Data Lakehouse (Iceberg)

Phase 31 of /root Year 4: Iceberg on MinIO with Nessie catalog. Lakehouse architecture as snapshot-plus-delta on object storage. ACID on S3. Schema evolution + time travel. All deployed K8s-native via Flux HelmReleases. 7-9 weeks, ~80-100 hours.

First phase of Year 4. The data tier arrives. 7-9 weeks, ~80-100 hrs.

Y2 Phase 9 made OLTP state legible via Postgres. This phase lifts the same problem up two floors: analytical state at the table-and-stream level. Iceberg tables sitting on object storage (MinIO). A Nessie catalog tracking snapshots, branches, time-travel. Trino as the interactive query engine. By phase end basecamp has a working lakehouse — operator-managed via Flux HelmReleases, configured via Kubernetes CRDs, observed via the OTel stack from Phase 28.

The pattern is snapshot-plus-delta on object storage. The implementations (Iceberg, Delta Lake, Hudi) age; the pattern survives. The K8s-native operationalization (MinIO Operator + Helm-deployed Iceberg + Nessie reconciled by Flux) is how big tech actually runs this at scale.

Prerequisites

All of Y3 complete; basecamp Tiers 1-4 alive K8s-native

32GB+ RAM; second NVMe for Spark/Iceberg intermediate

12 hrs/week budget reserved

You accept: you are not learning Iceberg or Delta. You are learning the lakehouse pattern, with Iceberg as the canonical implementation.

Why this phase exists

Most engineers hit the data tier as a wall. Their tutorial-shaped datasets fit in CSV. Real ML systems read from tables that evolve, streams that backfill, joins that span sources, historical snapshots that may need to be reproduced months later. Without a working data tier, every Y5 ML deploy turns into a one-off scripted ETL nightmare.

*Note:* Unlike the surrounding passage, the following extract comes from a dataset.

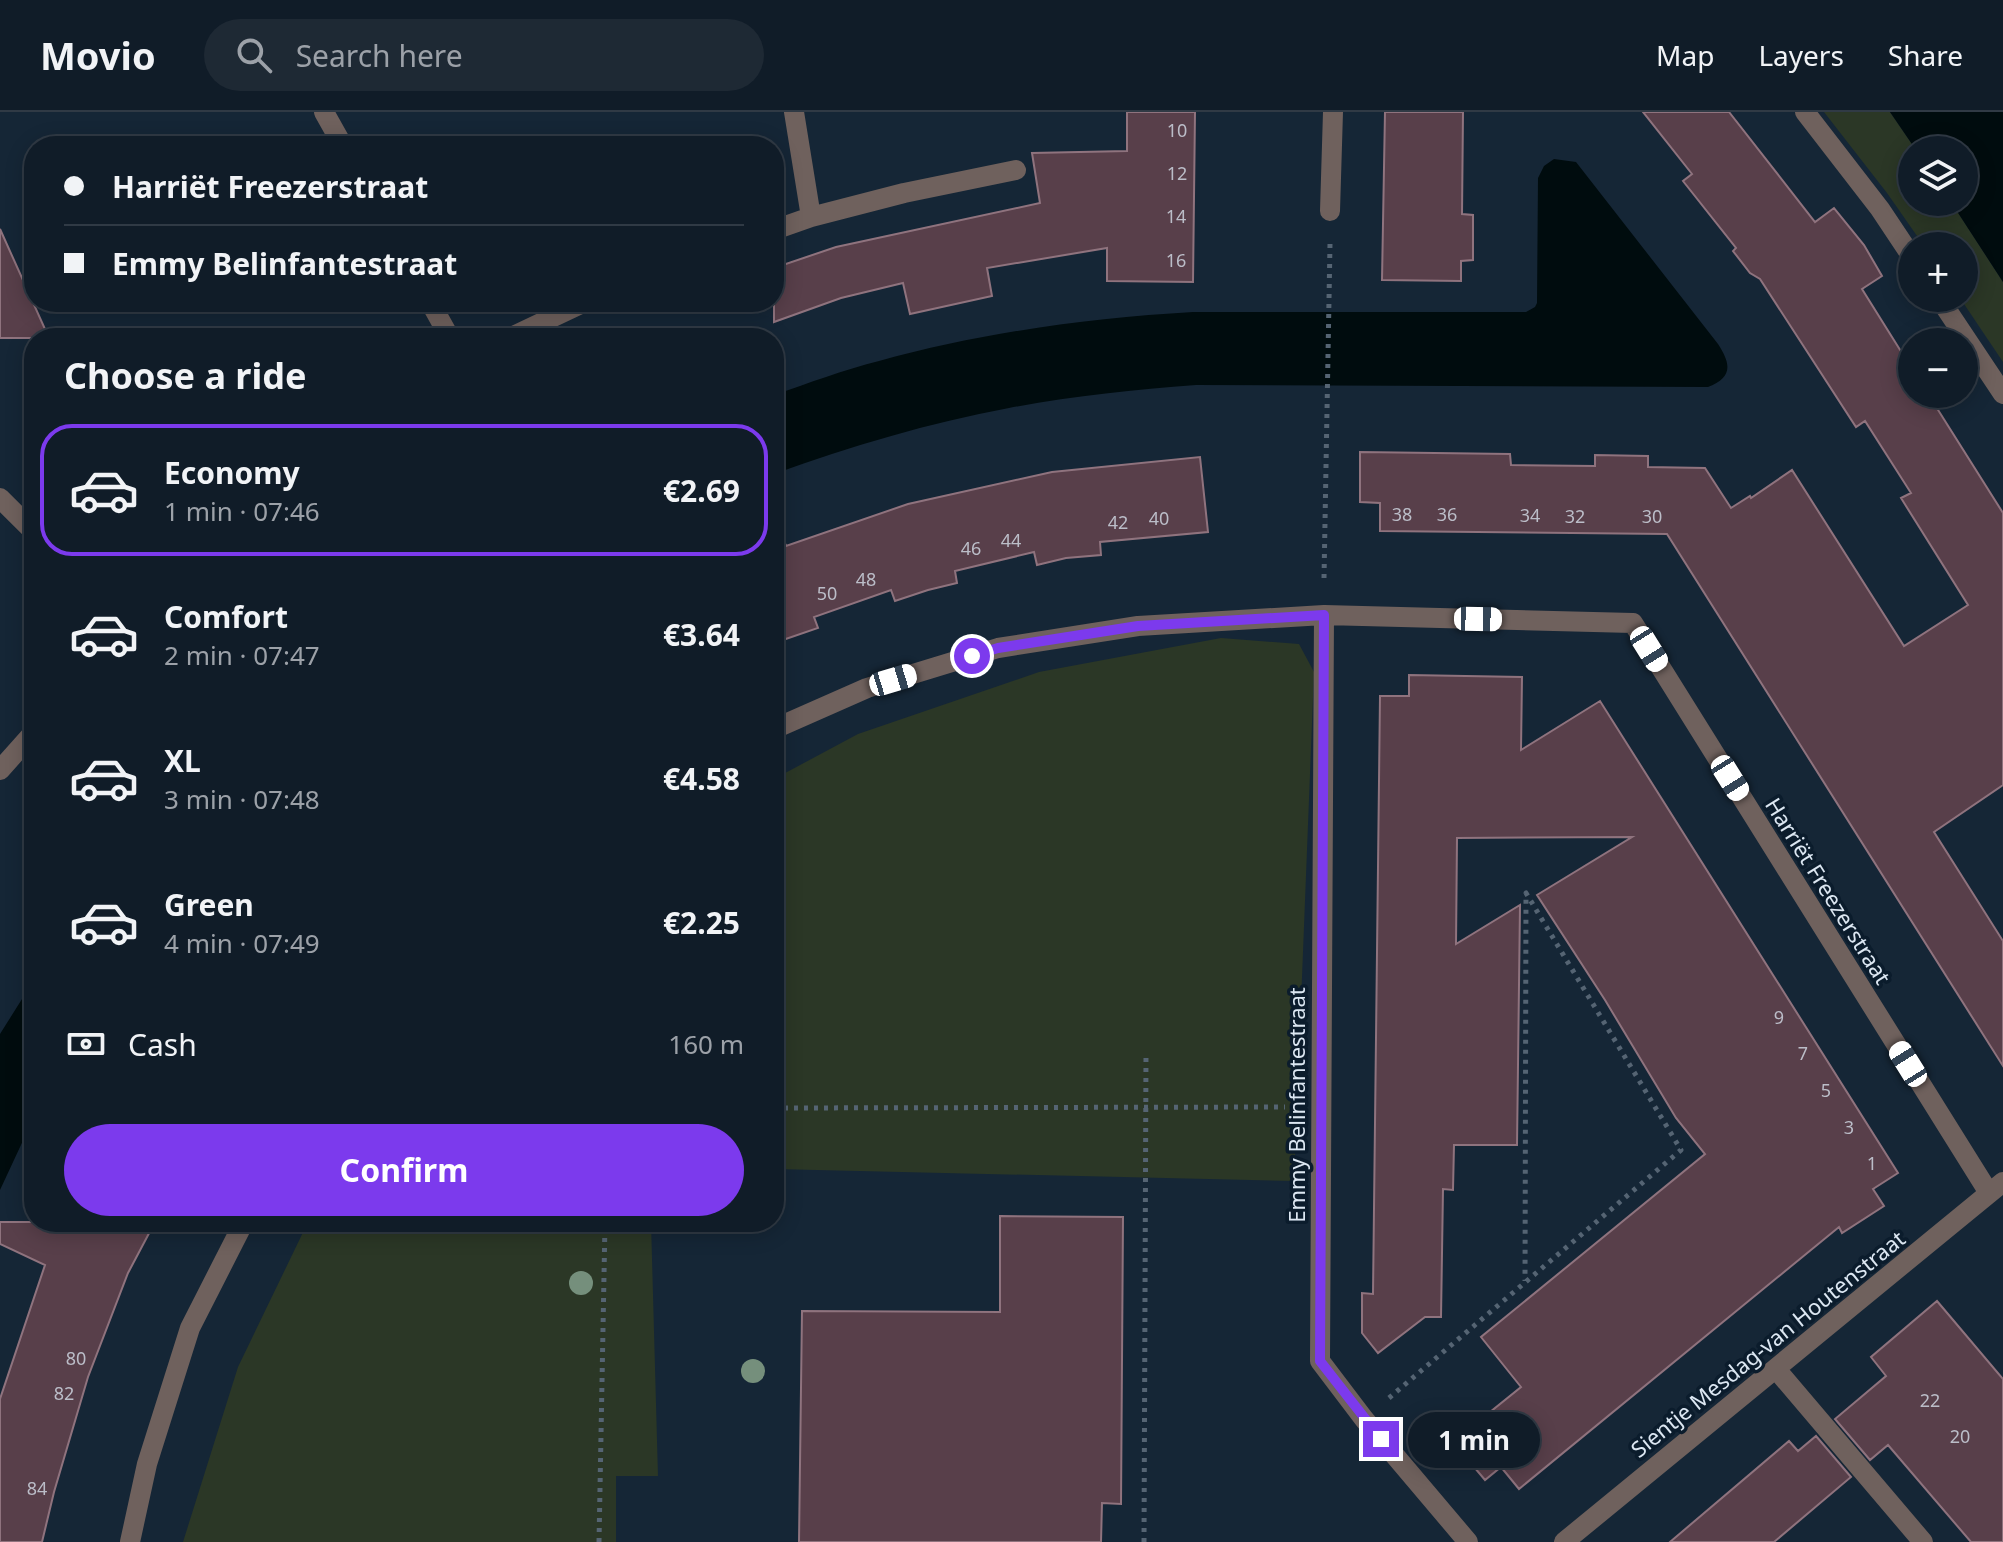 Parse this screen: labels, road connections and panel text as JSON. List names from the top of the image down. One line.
{"streets":{"street":["Harriët Freezerstraat","Emmy Belinfantestraat","Sientje Mesdag-van Houtenstraat"]},"crossings":[["Harriët Freezerstraat","Emmy Belinfantestraat"],["Harriët Freezerstraat","Sientje Mesdag-van Houtenstraat"]],"house_numbers":["10","12","14","16","38","36","34","32","30","40","42","44","46","48","50","9","7","5","3","1","80","82","22","20","84"],"page":{"header":"Movio","search":"Search here","nav":["Map","Layers","Share"],"map_buttons":["+","−"],"banner":["Harriët Freezerstraat","Emmy Belinfantestraat"],"heading":"Choose a ride","list":[{"name":"Economy","note":"1 min · 07:46","value":"€2.69"},{"name":"Comfort","note":"2 min · 07:47","value":"€3.64"},{"name":"XL","note":"3 min · 07:48","value":"€4.58"},{"name":"Green","note":"4 min · 07:49","value":"€2.25"}],"pay":["Cash","160 m"],"buttons":"Confirm","bubble":"1 min"}}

The lakehouse pattern solves this. Tables on object storage with proper transaction semantics. Snapshots immutable. Time-travel a first-class concern. Schema evolution without rewriting petabytes. Netflix originated Iceberg at scale; Databricks Delta Lake is the parallel format from the Databricks lineage; Apache Hudi (originating at Uber) is the streaming-native sibling. All converge on the same pattern.

The pattern-first frame

Same eight steps.

1. PROBLEM

You have data — events arriving at high frequency, business records, derived data (features, embeddings, scores). You want to:

Store the data durably and cheaply (object storage)
Query it analytically at scale
Evolve the schema as data evolves (without rewriting)
Time-travel through the data (snapshot at a past point)
Mix batch + streaming pipelines in one architecture

That’s the lakehouse problem. Iceberg + MinIO + Nessie is one K8s-native implementation. Delta Lake (Databricks lineage) + Hudi (Uber lineage) are the parallel formats.

2. PRINCIPLES

2.1 Lakehouse architecture

Tables on object storage with metadata providing transactional semantics. Warehouse-quality reads + lake-quality storage costs.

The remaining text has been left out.